Se Memphis demorou a aceitar a música como parte de sua história, a cidade também demorou a perceber o papel do Memphis Grizzlies na construção de sua identidade. E houve também enorme resistência para que a franquia entrasse em seu dia a dia: Memphis, claro, não queria arcar com os milhões de dólares para tornar o antigo Pyramid lar dos Grizzlies por três anos enquanto uma nova arena era construída. Aliás, Duncan Ragsdale, um advogado local, chegou a entrar com um processo legal afirmando que a construção do FedEx Forum seria realizada para beneficiar interesses de terceiros.

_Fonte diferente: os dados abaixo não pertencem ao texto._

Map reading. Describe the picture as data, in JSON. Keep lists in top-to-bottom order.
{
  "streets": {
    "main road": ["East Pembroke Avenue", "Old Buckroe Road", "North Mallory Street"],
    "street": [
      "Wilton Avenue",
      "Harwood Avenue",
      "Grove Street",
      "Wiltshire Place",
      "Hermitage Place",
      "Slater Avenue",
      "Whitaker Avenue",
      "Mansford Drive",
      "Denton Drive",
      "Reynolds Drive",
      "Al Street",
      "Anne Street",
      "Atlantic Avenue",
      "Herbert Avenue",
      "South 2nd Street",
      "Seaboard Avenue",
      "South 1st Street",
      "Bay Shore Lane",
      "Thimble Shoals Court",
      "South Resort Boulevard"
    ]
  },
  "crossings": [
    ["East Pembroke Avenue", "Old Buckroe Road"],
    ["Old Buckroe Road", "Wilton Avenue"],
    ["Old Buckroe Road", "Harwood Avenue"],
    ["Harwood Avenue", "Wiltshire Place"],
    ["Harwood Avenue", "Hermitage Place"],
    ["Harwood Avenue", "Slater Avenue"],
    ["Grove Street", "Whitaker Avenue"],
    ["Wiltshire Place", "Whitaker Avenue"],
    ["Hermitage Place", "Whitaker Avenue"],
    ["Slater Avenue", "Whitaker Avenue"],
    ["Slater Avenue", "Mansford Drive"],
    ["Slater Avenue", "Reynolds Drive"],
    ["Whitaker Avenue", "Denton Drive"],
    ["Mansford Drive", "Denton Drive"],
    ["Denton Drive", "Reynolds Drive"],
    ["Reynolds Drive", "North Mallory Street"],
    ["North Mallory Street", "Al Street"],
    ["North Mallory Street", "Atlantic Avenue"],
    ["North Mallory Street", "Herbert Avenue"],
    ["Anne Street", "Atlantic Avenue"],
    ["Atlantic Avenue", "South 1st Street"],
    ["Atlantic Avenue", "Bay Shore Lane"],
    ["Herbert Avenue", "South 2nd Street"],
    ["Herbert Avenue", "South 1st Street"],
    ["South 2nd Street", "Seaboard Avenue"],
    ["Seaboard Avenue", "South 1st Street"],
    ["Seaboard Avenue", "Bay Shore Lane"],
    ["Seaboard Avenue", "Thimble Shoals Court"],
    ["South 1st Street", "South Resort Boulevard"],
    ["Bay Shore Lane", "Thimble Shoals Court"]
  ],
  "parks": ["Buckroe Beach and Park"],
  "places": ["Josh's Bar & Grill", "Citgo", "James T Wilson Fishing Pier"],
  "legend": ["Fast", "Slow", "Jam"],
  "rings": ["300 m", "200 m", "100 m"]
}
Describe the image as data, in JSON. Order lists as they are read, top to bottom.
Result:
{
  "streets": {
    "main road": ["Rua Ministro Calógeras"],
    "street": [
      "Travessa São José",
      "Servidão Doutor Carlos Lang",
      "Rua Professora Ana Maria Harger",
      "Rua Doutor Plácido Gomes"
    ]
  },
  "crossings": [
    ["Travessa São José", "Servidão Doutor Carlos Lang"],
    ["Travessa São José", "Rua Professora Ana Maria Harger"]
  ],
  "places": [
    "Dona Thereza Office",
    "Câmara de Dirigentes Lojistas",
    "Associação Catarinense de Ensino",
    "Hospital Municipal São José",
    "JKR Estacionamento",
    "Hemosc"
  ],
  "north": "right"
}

As semanas que antecederam a decisão final foram repletas de tensão: embora o então proprietário da franquia Michael Heisley falasse aos quatro ventos sobre seu interesse em deixar Vancouver, ele estava fazendo o possível para arrancar o máximo de Memphis – ele sabia que a cidade faria o que estivesse ao seu alcance para curar as feridas de inúmeras rejeições da NFL, então em diversas ocasiões as negociações simplesmente pararam. Afinal, era consenso que uma cidade fora dos grandes mercados não poderia fazer certas concessões para abrigar uma franquia da NBA, como por exemplo um acordo que responsabilizaria a cidade por todos os déficits operacionais da nova arena. Por 20 anos.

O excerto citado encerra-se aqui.